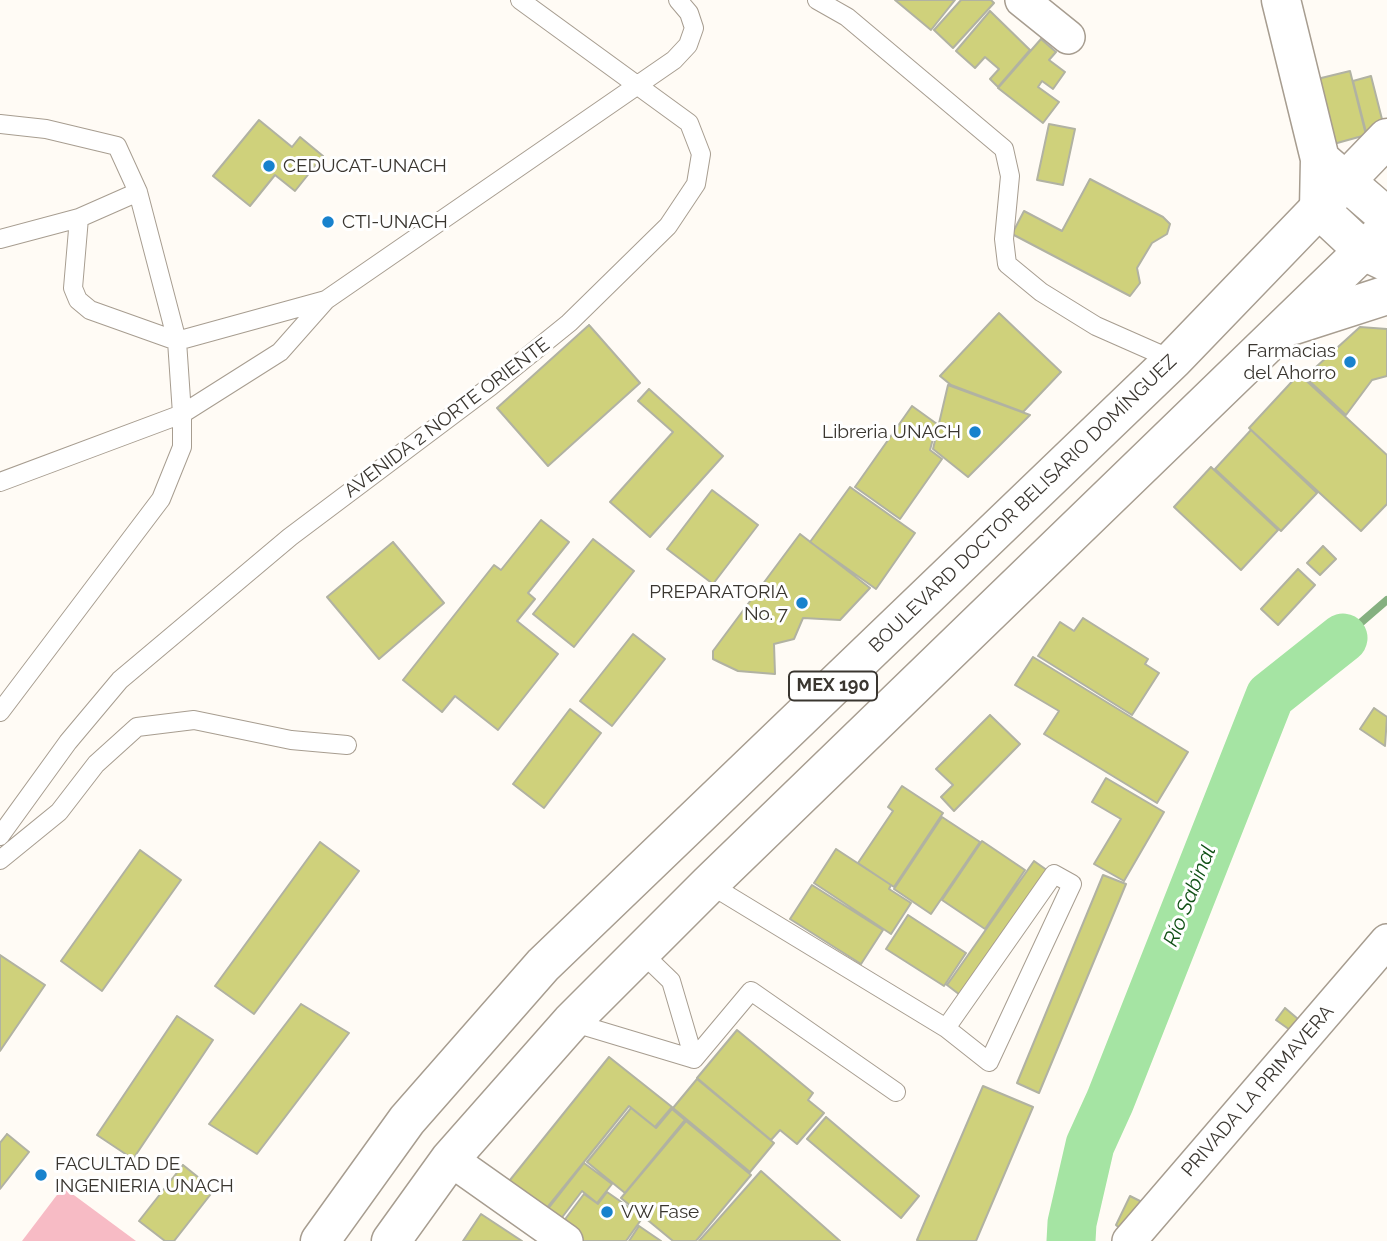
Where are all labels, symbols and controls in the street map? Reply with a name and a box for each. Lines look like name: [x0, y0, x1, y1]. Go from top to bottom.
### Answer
place label: CEDUCAT-UNACH: [283, 155, 447, 177]
marker: CEDUCAT-UNACH: [261, 158, 277, 174]
place label: CTI-UNACH: [342, 211, 448, 233]
marker: CTI-UNACH: [320, 214, 336, 230]
street label: AVENIDA 2 NORTE ORIENTE: [340, 333, 554, 503]
place label: Farmacias del Ahorro: [1243, 340, 1336, 384]
street label: BOULEVARD DOCTOR BELISARIO DOMÍNGUEZ: [865, 350, 1181, 658]
marker: Farmacias del Ahorro: [1342, 354, 1358, 370]
place label: Libreria UNACH: [822, 421, 961, 443]
marker: Libreria UNACH: [967, 424, 983, 440]
place label: PREPARATORIA No. 7: [649, 581, 788, 625]
marker: PREPARATORIA No. 7: [794, 595, 810, 611]
road number: MEX 190: [789, 672, 877, 700]
water label: Río Sabinal: [1158, 842, 1222, 950]
street label: PRIVADA LA PRIMAVERA: [1177, 1000, 1339, 1182]
place label: FACULTAD DE INGENIERIA UNACH: [55, 1153, 234, 1197]
marker: FACULTAD DE INGENIERIA UNACH: [33, 1167, 49, 1183]
place label: VW Fase: [621, 1201, 699, 1223]
marker: VW Fase: [599, 1204, 615, 1220]

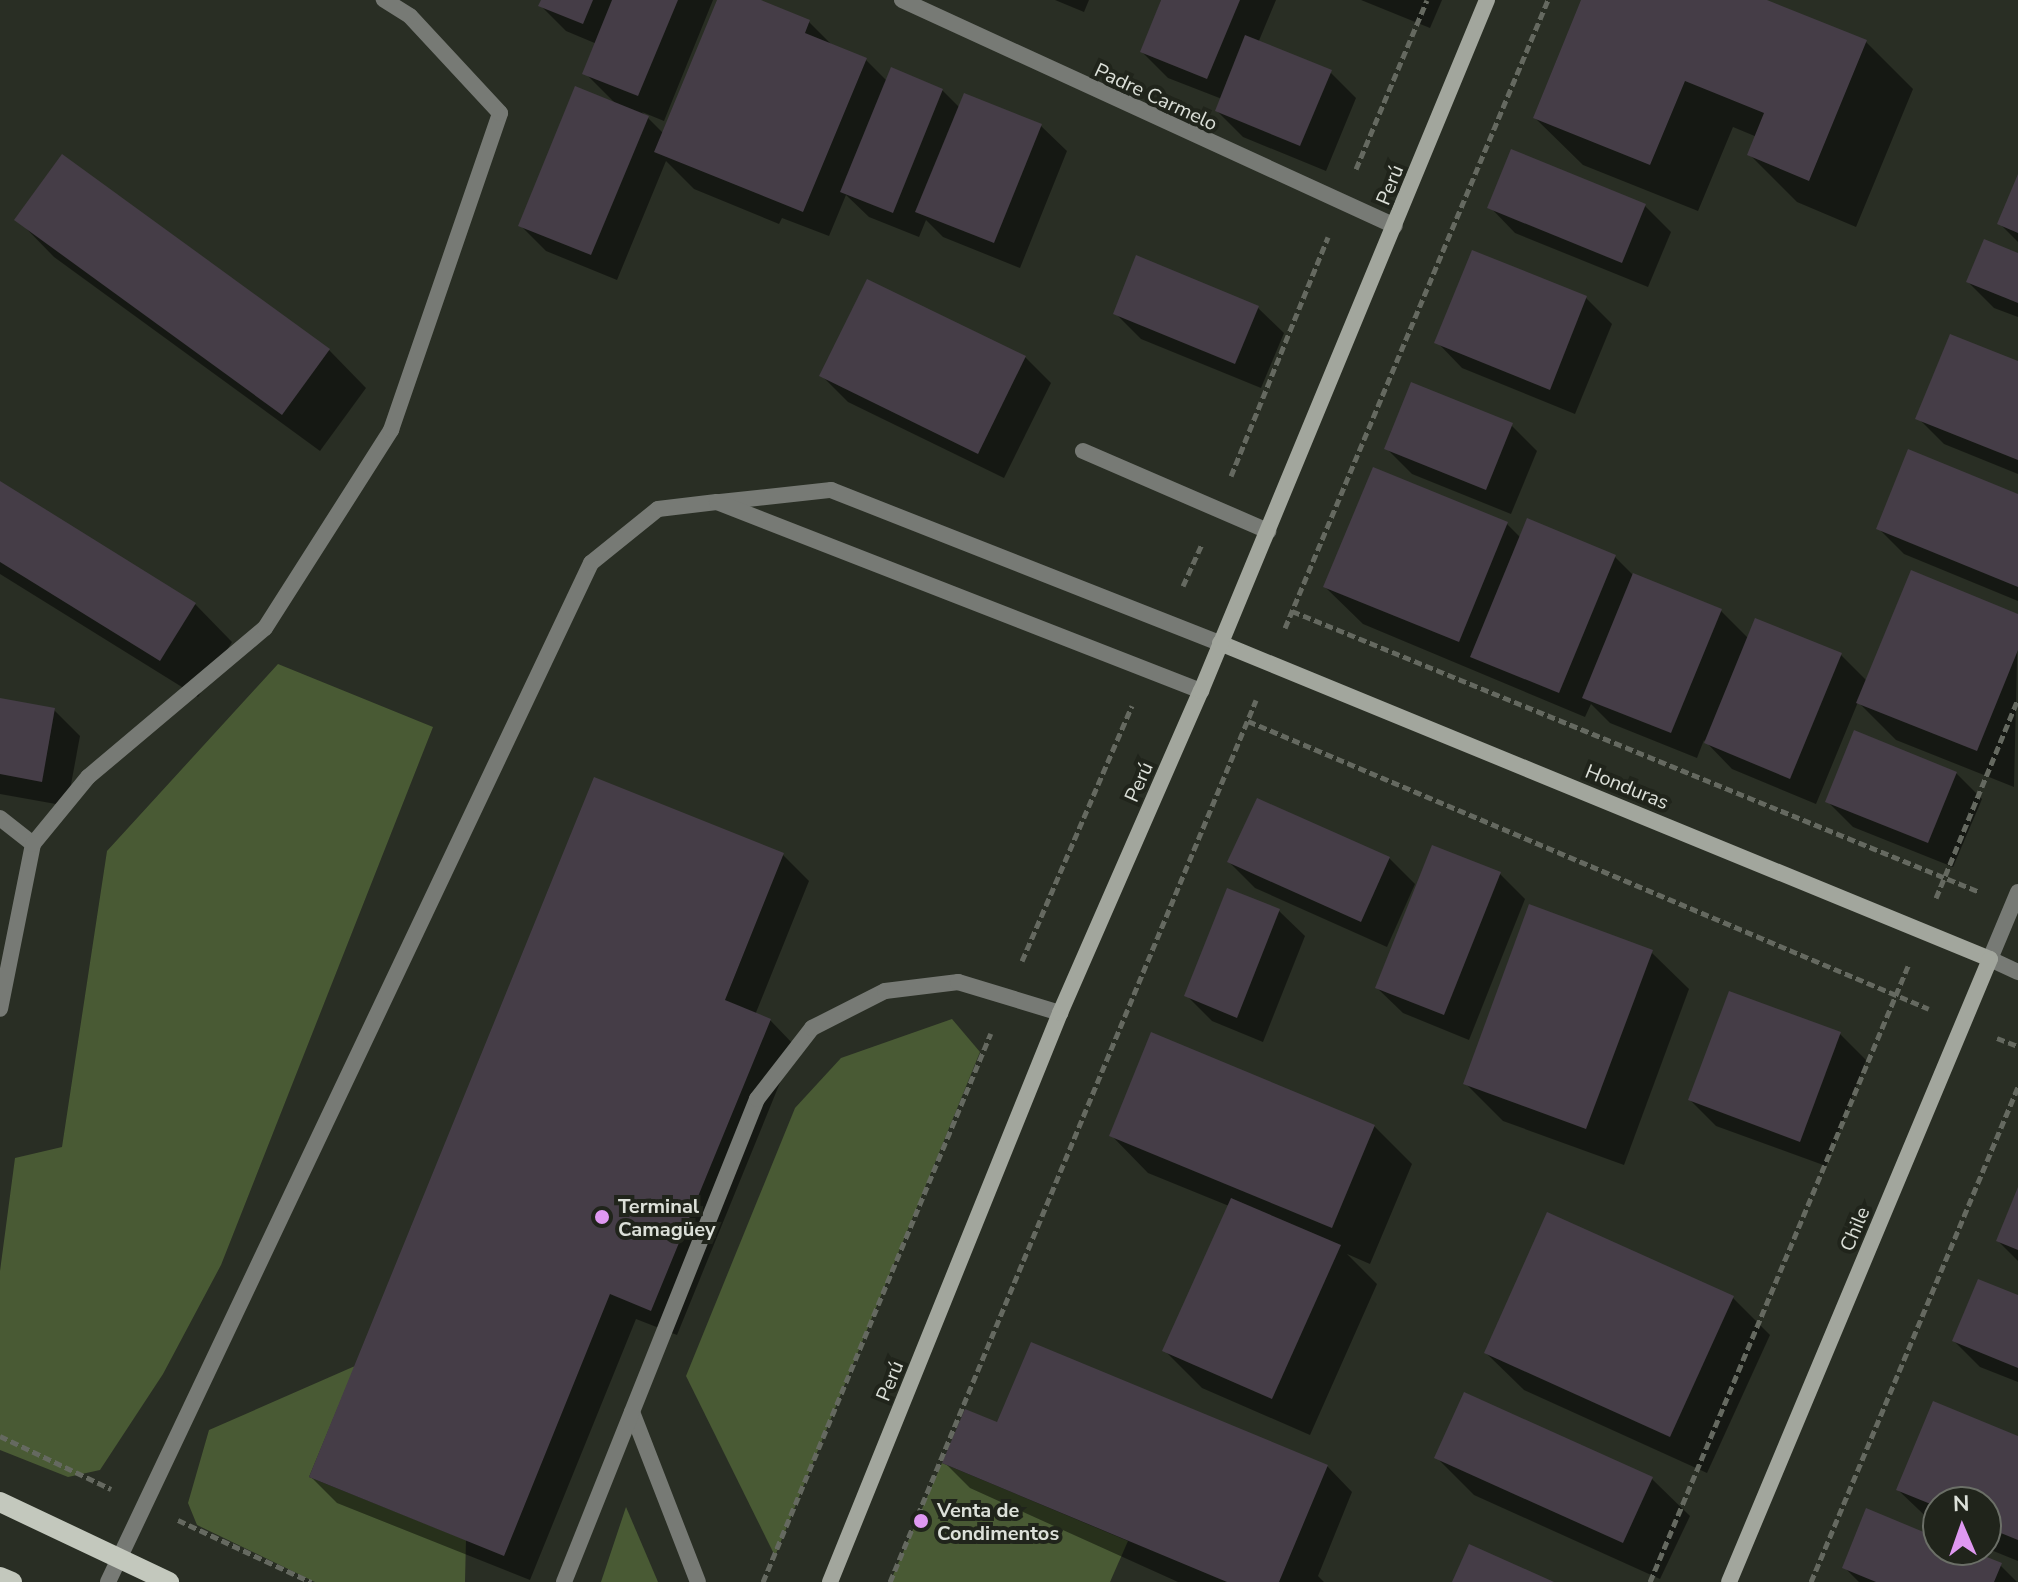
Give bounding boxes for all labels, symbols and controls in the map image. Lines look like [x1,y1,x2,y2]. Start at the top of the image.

****************

◆ Requirement ◆
Would you write out each entry word for word and omit the images?

◆ Completed exercise ◆
Where are all labels, symbols and controls in the street map? Reply with a name and a box for each. Lines look like name: [x0, y0, x1, y1]. Go from top to bottom.
### Answer
place label: CEDUCAT-UNACH: [283, 155, 447, 177]
marker: CEDUCAT-UNACH: [261, 158, 277, 174]
place label: CTI-UNACH: [342, 211, 448, 233]
marker: CTI-UNACH: [320, 214, 336, 230]
street label: AVENIDA 2 NORTE ORIENTE: [340, 333, 554, 503]
place label: Farmacias del Ahorro: [1243, 340, 1336, 384]
street label: BOULEVARD DOCTOR BELISARIO DOMÍNGUEZ: [865, 350, 1181, 658]
marker: Farmacias del Ahorro: [1342, 354, 1358, 370]
place label: Libreria UNACH: [822, 421, 961, 443]
marker: Libreria UNACH: [967, 424, 983, 440]
place label: PREPARATORIA No. 7: [649, 581, 788, 625]
marker: PREPARATORIA No. 7: [794, 595, 810, 611]
road number: MEX 190: [789, 672, 877, 700]
water label: Río Sabinal: [1158, 842, 1222, 950]
street label: PRIVADA LA PRIMAVERA: [1177, 1000, 1339, 1182]
place label: FACULTAD DE INGENIERIA UNACH: [55, 1153, 234, 1197]
marker: FACULTAD DE INGENIERIA UNACH: [33, 1167, 49, 1183]
place label: VW Fase: [621, 1201, 699, 1223]
marker: VW Fase: [599, 1204, 615, 1220]

Give bounding boxes for all labels, symbols and controls in the map image. Lines look like [x1,y1,x2,y2]. Start at the top of the image.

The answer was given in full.